◆ **WHAT YOU SHOULD DO**
Show every line in the entries below where the word "serif" appears.

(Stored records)
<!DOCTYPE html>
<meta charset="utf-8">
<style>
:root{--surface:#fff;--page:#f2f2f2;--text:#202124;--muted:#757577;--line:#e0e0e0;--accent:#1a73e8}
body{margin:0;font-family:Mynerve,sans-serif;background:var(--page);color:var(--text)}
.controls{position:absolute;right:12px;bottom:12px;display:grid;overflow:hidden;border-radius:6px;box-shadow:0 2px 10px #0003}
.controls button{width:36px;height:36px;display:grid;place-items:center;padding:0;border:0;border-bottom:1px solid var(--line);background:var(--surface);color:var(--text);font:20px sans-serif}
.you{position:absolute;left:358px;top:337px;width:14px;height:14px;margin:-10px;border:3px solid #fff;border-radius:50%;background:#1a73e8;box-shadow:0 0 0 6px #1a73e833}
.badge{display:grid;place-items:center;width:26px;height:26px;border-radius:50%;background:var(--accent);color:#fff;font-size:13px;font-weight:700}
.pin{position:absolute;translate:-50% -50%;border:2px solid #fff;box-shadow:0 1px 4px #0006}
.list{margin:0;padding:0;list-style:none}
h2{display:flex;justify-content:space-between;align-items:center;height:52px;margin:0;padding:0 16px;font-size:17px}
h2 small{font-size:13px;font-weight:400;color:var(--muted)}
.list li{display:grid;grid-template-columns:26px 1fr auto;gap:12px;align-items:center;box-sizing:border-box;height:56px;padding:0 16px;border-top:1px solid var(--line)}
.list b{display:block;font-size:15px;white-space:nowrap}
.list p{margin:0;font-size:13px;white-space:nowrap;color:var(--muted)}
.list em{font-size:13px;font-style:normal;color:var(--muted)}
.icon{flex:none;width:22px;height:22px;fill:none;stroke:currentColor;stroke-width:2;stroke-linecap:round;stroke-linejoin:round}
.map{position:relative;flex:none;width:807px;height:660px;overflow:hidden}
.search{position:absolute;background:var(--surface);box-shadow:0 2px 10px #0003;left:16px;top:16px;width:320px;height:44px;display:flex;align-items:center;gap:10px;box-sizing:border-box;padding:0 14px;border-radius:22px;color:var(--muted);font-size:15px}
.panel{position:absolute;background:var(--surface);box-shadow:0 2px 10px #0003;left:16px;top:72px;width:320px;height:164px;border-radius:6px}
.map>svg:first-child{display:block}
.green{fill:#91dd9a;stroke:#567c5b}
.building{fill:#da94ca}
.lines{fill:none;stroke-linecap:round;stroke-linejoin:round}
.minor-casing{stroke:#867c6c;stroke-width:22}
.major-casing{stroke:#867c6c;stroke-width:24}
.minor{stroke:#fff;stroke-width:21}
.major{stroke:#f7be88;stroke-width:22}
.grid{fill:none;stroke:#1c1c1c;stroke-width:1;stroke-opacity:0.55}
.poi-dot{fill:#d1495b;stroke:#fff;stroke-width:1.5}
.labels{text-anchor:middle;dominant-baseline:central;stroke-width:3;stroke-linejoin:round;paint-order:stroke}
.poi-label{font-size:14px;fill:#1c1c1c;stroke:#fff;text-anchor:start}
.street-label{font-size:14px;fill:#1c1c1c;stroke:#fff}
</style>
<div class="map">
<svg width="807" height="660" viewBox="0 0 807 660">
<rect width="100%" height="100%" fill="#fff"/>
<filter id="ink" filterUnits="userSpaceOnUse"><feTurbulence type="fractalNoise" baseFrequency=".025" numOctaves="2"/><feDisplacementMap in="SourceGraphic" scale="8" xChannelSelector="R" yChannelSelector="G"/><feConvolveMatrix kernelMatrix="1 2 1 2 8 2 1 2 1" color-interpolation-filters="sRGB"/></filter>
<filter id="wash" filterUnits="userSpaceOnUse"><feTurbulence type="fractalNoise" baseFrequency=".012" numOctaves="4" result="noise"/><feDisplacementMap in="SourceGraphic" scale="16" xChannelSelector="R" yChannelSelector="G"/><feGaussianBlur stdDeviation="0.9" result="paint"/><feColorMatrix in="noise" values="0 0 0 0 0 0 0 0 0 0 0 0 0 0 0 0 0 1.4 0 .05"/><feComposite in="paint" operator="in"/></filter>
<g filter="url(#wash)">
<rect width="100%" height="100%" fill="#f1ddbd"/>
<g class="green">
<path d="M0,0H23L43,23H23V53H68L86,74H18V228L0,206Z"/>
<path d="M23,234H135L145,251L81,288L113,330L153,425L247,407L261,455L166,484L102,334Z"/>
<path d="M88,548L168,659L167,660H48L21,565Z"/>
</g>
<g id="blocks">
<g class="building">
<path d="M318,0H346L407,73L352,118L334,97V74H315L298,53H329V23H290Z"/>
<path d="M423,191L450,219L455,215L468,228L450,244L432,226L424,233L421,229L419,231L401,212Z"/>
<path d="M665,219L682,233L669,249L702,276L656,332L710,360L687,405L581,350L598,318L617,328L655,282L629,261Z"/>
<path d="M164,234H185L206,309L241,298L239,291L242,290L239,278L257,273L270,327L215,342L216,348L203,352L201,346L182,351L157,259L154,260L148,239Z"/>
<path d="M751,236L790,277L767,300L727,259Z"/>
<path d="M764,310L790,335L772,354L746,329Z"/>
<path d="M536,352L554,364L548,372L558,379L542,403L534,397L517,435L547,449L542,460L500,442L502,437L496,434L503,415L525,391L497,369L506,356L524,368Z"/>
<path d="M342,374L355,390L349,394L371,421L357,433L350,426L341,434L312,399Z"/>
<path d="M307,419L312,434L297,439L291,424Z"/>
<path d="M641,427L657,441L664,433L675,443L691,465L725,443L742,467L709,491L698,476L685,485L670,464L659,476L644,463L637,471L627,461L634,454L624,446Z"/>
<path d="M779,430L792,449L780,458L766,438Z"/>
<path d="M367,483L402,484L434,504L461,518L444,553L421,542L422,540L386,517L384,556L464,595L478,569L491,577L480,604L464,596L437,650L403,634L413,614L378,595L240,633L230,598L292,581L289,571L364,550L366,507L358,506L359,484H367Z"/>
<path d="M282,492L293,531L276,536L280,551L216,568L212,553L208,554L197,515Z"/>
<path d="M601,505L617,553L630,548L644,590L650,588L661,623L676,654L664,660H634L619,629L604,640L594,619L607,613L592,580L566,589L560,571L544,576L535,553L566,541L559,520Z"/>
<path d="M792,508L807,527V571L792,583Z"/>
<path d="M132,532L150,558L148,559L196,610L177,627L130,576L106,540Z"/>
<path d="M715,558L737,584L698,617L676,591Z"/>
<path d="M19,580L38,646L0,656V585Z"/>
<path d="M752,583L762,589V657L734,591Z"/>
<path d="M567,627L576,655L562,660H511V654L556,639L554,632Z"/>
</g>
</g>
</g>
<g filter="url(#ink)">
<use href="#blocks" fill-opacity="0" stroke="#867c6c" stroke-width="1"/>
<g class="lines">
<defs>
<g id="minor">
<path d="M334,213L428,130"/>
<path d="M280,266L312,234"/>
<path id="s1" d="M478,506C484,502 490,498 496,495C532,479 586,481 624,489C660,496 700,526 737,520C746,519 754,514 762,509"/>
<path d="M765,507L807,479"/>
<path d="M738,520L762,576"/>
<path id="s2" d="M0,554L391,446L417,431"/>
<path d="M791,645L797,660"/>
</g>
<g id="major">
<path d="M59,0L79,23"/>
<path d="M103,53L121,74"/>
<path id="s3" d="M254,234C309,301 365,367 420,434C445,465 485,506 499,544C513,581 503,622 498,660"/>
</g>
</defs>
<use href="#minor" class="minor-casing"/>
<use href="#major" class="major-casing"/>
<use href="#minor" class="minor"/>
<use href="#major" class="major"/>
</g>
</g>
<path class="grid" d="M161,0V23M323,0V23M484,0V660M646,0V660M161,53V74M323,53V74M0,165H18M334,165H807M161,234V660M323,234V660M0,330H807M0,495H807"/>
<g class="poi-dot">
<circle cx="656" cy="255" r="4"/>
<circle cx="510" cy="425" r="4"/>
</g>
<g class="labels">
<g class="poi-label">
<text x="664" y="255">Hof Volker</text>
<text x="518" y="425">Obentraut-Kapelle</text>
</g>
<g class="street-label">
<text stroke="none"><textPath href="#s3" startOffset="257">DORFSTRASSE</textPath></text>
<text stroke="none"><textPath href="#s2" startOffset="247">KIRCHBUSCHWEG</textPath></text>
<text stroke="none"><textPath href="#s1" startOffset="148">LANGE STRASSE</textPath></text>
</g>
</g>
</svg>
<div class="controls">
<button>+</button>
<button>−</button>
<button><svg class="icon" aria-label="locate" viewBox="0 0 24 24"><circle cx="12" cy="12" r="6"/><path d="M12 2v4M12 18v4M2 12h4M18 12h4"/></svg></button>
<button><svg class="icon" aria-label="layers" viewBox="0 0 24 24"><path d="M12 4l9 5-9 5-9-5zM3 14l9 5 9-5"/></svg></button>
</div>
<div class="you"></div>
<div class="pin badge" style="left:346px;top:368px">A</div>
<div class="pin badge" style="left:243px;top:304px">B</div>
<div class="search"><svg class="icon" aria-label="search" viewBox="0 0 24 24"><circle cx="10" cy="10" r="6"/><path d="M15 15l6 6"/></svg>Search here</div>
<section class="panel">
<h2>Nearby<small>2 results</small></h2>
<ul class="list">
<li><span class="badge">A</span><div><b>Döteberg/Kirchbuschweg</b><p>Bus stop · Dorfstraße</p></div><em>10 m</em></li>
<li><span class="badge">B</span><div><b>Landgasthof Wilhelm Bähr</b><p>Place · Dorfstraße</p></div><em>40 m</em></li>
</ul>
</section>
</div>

◆ **RESPONSE TO THIS EXERCISE**
body{margin:0;font-family:Mynerve,sans-serif;background:var(--page);color:var(--text)}
.controls button{width:36px;height:36px;display:grid;place-items:center;padding:0;border:0;border-bottom:1px solid var(--line);background:var(--surface);color:var(--text);font:20px sans-serif}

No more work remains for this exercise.